* **Records shown**

----

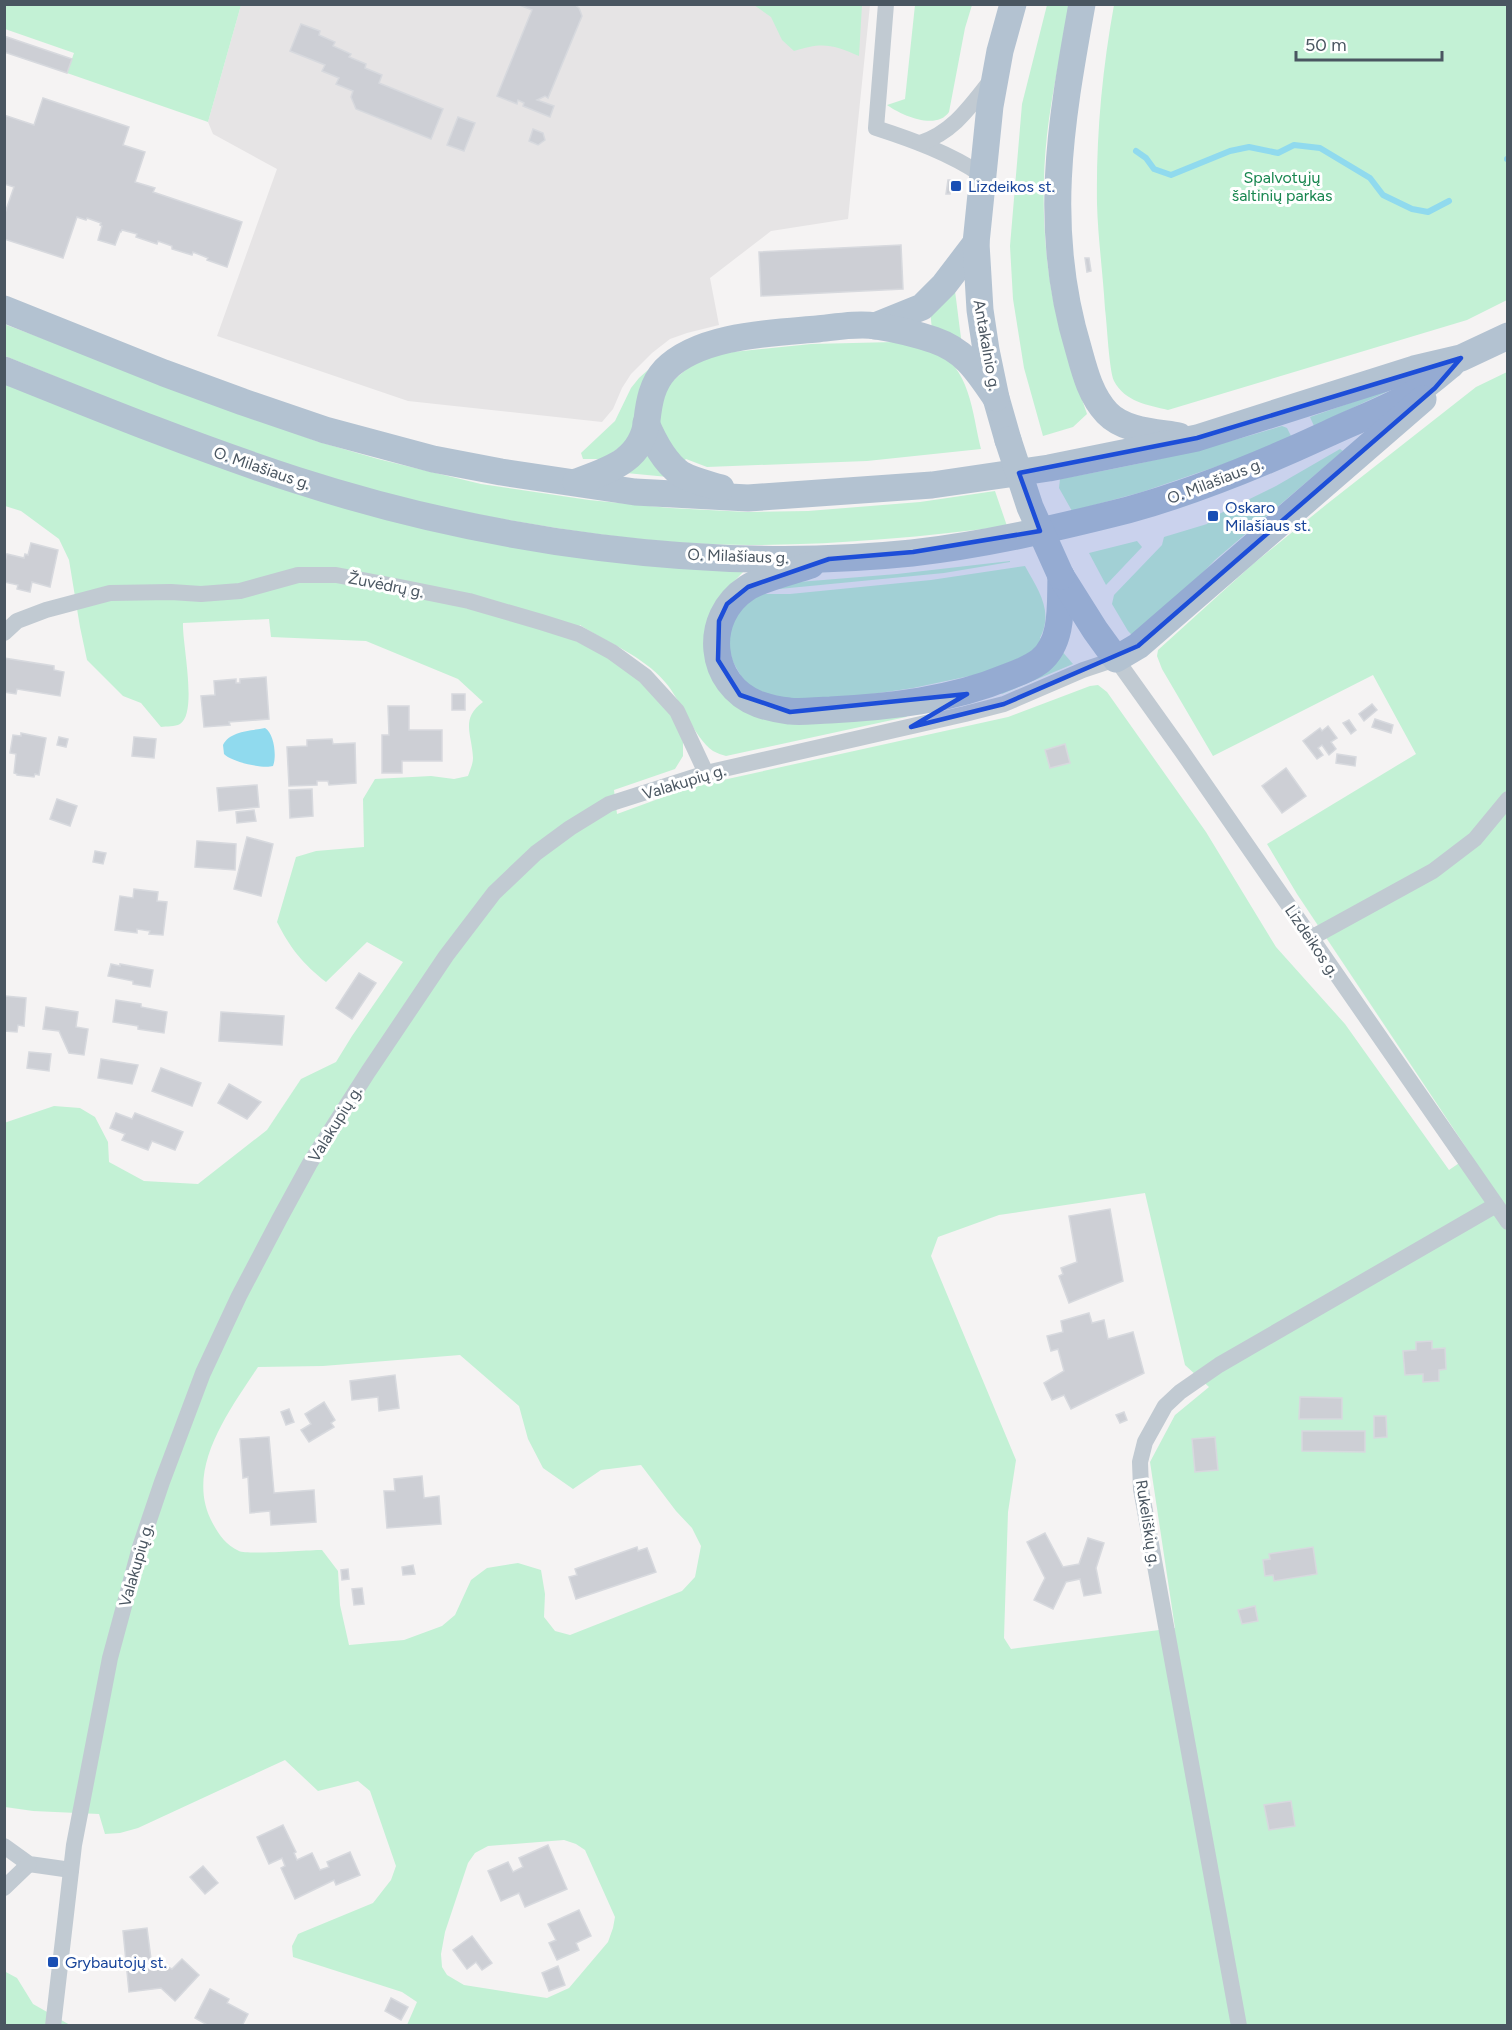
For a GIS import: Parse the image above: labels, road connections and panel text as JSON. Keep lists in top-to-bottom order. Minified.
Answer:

----

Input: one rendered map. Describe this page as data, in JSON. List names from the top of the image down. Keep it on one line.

----

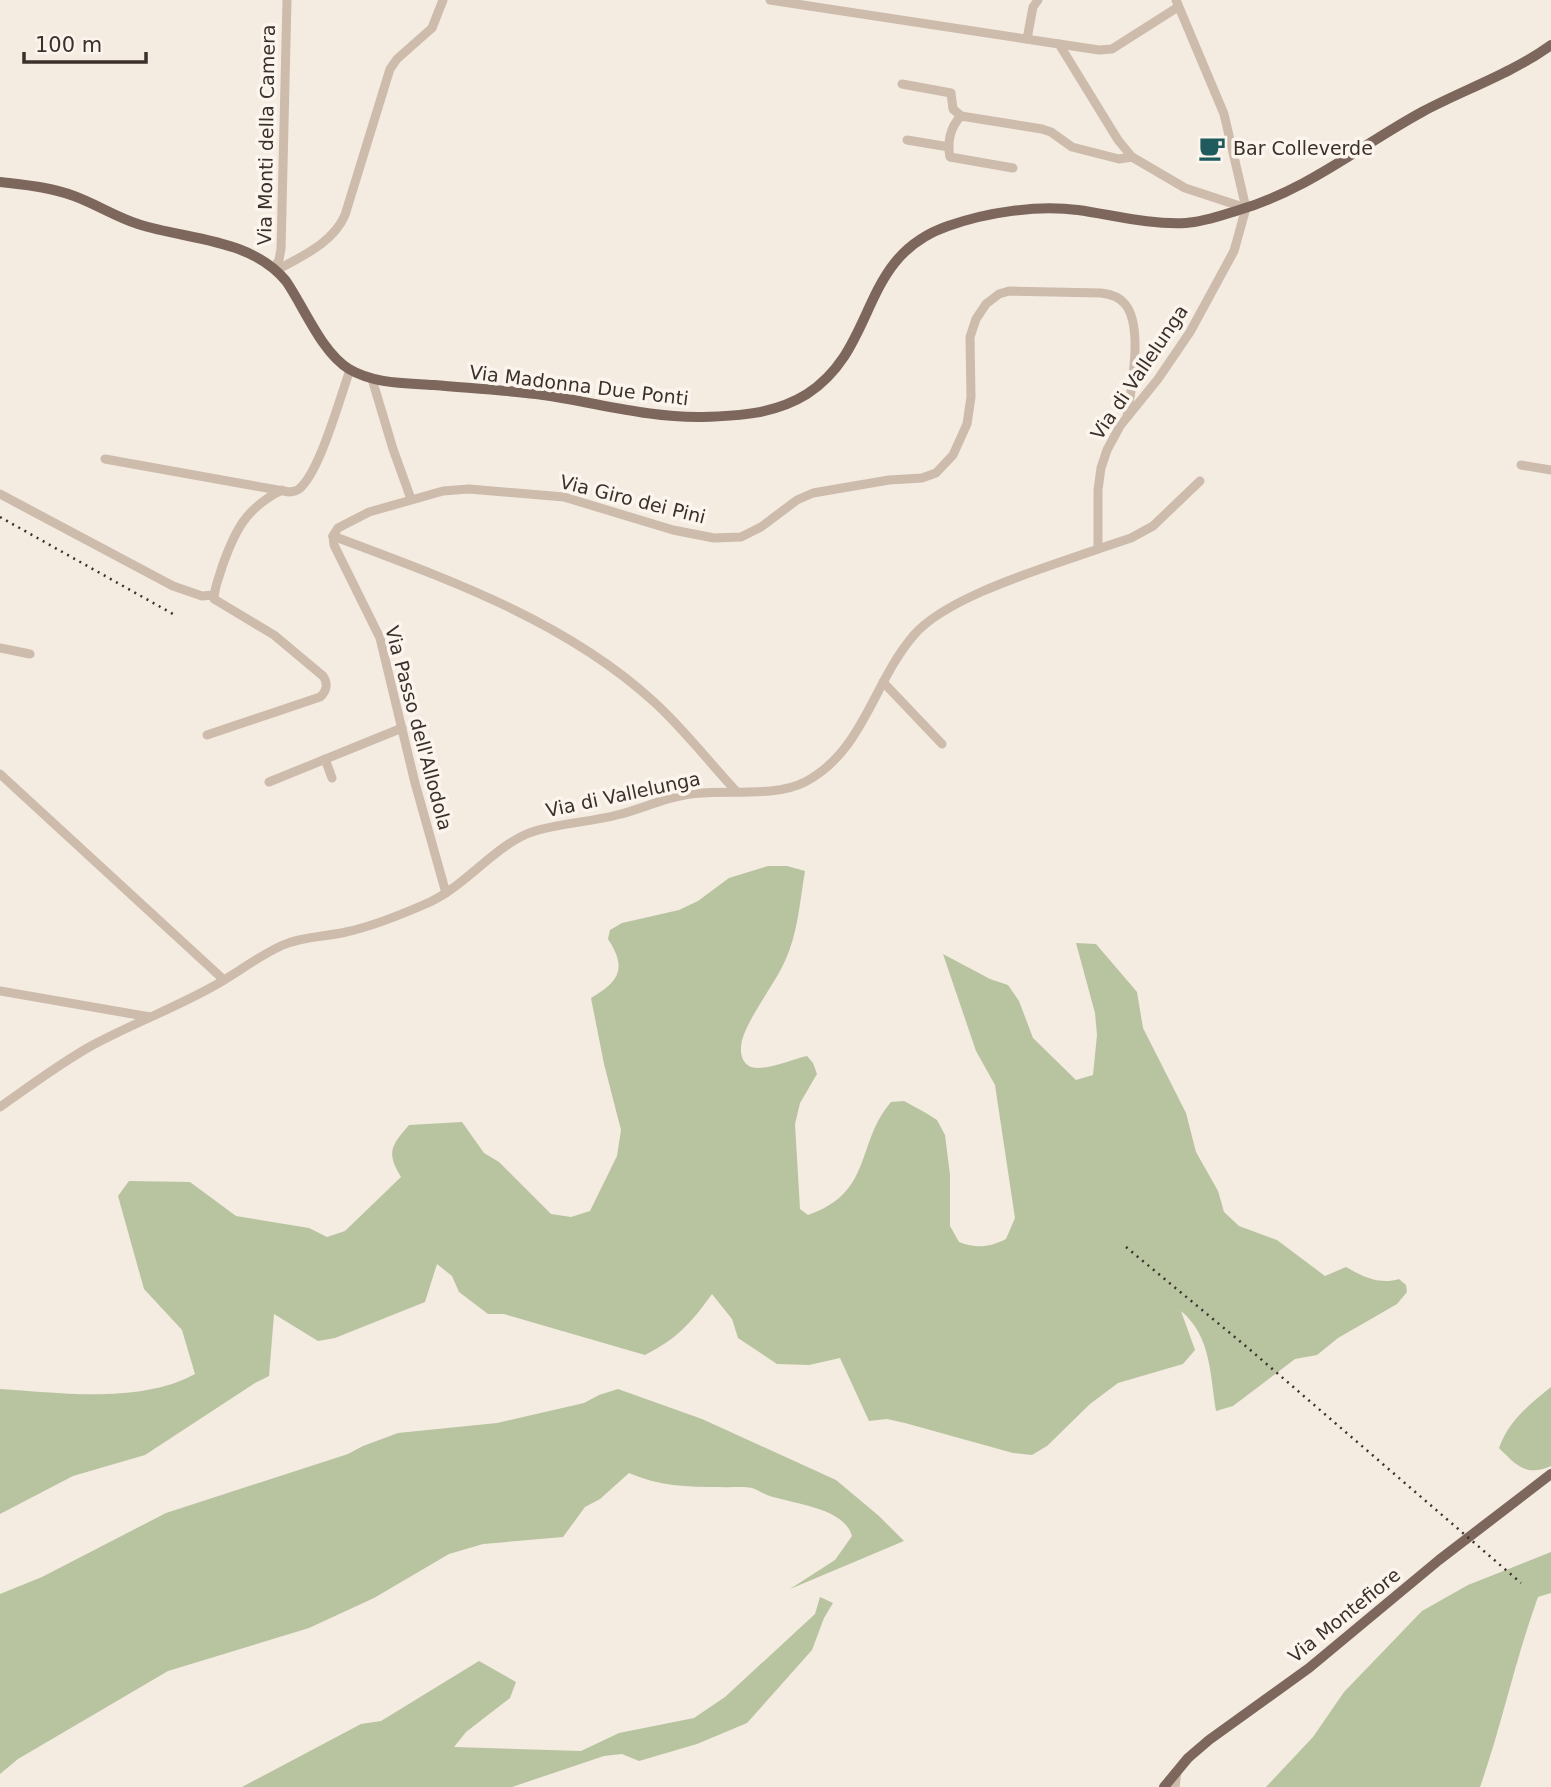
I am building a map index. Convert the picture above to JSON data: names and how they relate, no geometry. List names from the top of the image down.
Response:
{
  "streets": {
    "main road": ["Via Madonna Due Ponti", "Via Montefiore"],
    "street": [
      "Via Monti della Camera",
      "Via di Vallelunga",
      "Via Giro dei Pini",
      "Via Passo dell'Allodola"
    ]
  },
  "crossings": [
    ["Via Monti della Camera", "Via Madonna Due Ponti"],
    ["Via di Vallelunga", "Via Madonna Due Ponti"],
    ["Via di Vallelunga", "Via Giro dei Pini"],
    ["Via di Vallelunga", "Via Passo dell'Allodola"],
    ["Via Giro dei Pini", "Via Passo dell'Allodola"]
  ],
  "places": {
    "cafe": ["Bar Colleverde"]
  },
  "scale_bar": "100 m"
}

----

* **Task item**
Each line containing "image" belongs in the answer; pick these out of the material and copy them.

* **Exercise output**
For a GIS import: Parse the image above: labels, road connections and panel text as JSON. Keep lists in top-to-bottom order. Minified.
Input: one rendered map. Describe this page as data, in JSON. List names from the top of the image down. Keep it on one line.
I am building a map index. Convert the picture above to JSON data: names and how they relate, no geometry. List names from the top of the image down.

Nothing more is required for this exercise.